__Directions for this task__
Read the lines below. Copy out any that hold the string "column".

(Beginning of Entries shown)

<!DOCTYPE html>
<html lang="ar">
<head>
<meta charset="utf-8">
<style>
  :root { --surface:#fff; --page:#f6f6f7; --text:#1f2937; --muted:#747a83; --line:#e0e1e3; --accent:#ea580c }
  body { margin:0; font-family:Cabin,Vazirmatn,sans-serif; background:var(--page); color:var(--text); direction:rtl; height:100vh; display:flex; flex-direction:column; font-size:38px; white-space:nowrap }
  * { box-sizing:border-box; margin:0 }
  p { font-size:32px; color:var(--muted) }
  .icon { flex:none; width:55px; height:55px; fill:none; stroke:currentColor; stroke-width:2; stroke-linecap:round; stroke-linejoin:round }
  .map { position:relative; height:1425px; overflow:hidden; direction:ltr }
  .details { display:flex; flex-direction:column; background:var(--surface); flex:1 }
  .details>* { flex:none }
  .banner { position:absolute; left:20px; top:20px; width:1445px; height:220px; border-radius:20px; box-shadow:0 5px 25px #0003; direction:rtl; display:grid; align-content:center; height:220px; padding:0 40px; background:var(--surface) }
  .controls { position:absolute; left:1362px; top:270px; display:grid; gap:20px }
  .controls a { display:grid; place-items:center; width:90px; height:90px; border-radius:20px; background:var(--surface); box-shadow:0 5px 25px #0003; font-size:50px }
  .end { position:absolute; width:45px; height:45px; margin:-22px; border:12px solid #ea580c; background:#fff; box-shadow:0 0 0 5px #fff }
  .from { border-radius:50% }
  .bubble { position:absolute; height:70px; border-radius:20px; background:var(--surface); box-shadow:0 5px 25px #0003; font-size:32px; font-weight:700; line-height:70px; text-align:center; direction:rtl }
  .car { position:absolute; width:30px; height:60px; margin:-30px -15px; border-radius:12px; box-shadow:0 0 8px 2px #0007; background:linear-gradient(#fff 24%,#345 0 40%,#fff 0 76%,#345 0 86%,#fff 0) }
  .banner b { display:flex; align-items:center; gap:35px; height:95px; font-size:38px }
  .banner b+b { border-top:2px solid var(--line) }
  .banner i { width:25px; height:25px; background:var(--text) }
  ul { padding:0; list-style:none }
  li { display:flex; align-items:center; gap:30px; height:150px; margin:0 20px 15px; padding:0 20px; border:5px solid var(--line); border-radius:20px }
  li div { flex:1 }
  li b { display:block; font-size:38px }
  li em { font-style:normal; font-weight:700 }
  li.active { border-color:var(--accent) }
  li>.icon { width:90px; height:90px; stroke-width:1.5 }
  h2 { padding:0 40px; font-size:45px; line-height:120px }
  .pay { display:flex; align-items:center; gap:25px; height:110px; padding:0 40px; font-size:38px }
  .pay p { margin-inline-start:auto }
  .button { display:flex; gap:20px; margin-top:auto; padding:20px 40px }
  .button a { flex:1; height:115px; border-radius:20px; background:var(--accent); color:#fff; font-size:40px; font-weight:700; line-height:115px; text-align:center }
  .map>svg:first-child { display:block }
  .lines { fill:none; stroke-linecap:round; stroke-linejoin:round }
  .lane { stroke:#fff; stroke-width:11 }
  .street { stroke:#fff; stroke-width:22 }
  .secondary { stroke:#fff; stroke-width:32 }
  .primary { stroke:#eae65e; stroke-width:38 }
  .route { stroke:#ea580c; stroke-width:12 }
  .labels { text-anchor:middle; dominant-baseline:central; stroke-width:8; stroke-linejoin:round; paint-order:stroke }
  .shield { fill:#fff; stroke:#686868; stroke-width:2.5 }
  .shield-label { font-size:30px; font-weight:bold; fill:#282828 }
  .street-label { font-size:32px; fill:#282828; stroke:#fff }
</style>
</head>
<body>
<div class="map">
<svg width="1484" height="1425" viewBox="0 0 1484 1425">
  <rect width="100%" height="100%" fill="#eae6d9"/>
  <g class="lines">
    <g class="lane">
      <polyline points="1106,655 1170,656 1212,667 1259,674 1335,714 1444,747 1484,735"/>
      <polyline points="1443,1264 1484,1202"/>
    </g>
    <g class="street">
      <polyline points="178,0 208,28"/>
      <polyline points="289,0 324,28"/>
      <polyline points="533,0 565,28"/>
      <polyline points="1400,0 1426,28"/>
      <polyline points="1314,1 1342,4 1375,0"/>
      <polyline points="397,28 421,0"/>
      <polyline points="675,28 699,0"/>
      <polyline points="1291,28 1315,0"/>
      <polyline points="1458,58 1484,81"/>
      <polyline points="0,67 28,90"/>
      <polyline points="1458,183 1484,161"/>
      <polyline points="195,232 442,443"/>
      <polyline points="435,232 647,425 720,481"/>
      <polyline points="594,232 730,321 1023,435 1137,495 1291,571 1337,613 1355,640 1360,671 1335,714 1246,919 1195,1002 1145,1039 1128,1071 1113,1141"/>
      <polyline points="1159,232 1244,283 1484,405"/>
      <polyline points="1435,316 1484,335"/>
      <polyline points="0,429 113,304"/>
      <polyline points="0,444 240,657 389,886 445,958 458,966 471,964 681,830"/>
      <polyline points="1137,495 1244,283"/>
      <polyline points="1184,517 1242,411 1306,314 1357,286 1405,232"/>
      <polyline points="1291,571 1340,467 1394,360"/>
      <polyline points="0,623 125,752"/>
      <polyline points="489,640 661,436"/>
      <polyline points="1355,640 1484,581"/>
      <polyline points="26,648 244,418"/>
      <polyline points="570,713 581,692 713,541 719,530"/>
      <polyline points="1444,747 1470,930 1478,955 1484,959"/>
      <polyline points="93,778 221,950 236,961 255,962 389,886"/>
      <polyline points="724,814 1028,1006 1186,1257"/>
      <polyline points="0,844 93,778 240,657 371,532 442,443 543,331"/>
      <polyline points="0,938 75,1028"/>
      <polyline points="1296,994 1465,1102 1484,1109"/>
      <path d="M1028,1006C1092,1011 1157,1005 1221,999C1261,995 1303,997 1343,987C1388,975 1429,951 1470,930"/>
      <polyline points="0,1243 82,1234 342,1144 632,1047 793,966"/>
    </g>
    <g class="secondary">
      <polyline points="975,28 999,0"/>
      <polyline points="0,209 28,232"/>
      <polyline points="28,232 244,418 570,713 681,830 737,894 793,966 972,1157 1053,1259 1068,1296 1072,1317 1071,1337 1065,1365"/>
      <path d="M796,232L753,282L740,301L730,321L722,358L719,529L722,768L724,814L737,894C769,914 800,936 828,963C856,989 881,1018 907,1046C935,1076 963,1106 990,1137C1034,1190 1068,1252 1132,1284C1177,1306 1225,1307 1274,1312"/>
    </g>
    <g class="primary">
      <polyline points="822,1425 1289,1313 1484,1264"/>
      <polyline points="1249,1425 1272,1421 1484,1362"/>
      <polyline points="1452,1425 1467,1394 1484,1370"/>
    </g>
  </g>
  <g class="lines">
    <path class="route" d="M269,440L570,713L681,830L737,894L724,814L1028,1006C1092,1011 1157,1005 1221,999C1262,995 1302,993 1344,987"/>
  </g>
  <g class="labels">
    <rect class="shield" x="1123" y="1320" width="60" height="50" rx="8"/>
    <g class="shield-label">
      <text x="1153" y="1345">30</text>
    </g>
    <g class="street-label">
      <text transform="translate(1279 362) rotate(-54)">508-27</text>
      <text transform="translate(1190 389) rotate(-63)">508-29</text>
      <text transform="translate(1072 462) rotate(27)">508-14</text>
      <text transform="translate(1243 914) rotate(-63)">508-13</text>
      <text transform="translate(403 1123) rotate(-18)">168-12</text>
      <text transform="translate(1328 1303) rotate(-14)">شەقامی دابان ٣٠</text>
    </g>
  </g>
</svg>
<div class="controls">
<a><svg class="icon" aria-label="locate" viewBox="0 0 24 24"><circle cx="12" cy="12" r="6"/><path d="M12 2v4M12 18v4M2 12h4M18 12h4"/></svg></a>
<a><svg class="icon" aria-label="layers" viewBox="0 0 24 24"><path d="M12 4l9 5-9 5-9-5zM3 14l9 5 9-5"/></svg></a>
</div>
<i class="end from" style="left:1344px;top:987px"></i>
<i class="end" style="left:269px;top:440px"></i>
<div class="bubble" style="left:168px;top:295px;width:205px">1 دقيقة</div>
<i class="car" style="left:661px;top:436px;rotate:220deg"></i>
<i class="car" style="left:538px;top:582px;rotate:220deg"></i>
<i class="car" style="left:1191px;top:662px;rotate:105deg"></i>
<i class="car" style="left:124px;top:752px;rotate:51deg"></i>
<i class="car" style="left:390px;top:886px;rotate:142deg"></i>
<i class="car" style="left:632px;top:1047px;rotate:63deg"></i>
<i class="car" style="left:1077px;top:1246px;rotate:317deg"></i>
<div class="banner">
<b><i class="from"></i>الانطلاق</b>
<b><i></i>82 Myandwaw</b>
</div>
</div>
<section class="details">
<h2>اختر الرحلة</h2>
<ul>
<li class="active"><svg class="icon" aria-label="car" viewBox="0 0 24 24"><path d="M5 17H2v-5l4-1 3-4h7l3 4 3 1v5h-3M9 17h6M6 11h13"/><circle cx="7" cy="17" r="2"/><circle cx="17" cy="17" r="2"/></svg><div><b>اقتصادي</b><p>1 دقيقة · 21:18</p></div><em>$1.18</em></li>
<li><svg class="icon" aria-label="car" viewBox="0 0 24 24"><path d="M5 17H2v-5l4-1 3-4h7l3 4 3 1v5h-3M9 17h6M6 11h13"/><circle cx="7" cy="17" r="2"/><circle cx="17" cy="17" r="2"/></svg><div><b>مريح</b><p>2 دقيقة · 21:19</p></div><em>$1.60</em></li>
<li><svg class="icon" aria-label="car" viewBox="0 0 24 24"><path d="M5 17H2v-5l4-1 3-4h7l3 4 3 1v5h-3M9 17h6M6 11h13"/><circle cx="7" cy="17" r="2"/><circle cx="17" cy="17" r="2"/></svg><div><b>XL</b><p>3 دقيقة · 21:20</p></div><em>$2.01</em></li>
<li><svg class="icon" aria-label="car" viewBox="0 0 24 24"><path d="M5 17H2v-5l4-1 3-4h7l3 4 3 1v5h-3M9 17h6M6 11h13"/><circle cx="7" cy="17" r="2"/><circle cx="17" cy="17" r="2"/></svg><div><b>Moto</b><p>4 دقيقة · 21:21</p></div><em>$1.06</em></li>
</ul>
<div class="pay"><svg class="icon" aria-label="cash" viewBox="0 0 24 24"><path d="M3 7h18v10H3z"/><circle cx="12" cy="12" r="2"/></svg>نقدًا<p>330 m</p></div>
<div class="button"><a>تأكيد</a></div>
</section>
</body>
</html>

(End of Entries shown)

__Your solution__
  body { margin:0; font-family:Cabin,Vazirmatn,sans-serif; background:var(--page); color:var(--text); direction:rtl; height:100vh; display:flex; flex-direction:column; font-size:38px; white-space:nowrap }
  .details { display:flex; flex-direction:column; background:var(--surface); flex:1 }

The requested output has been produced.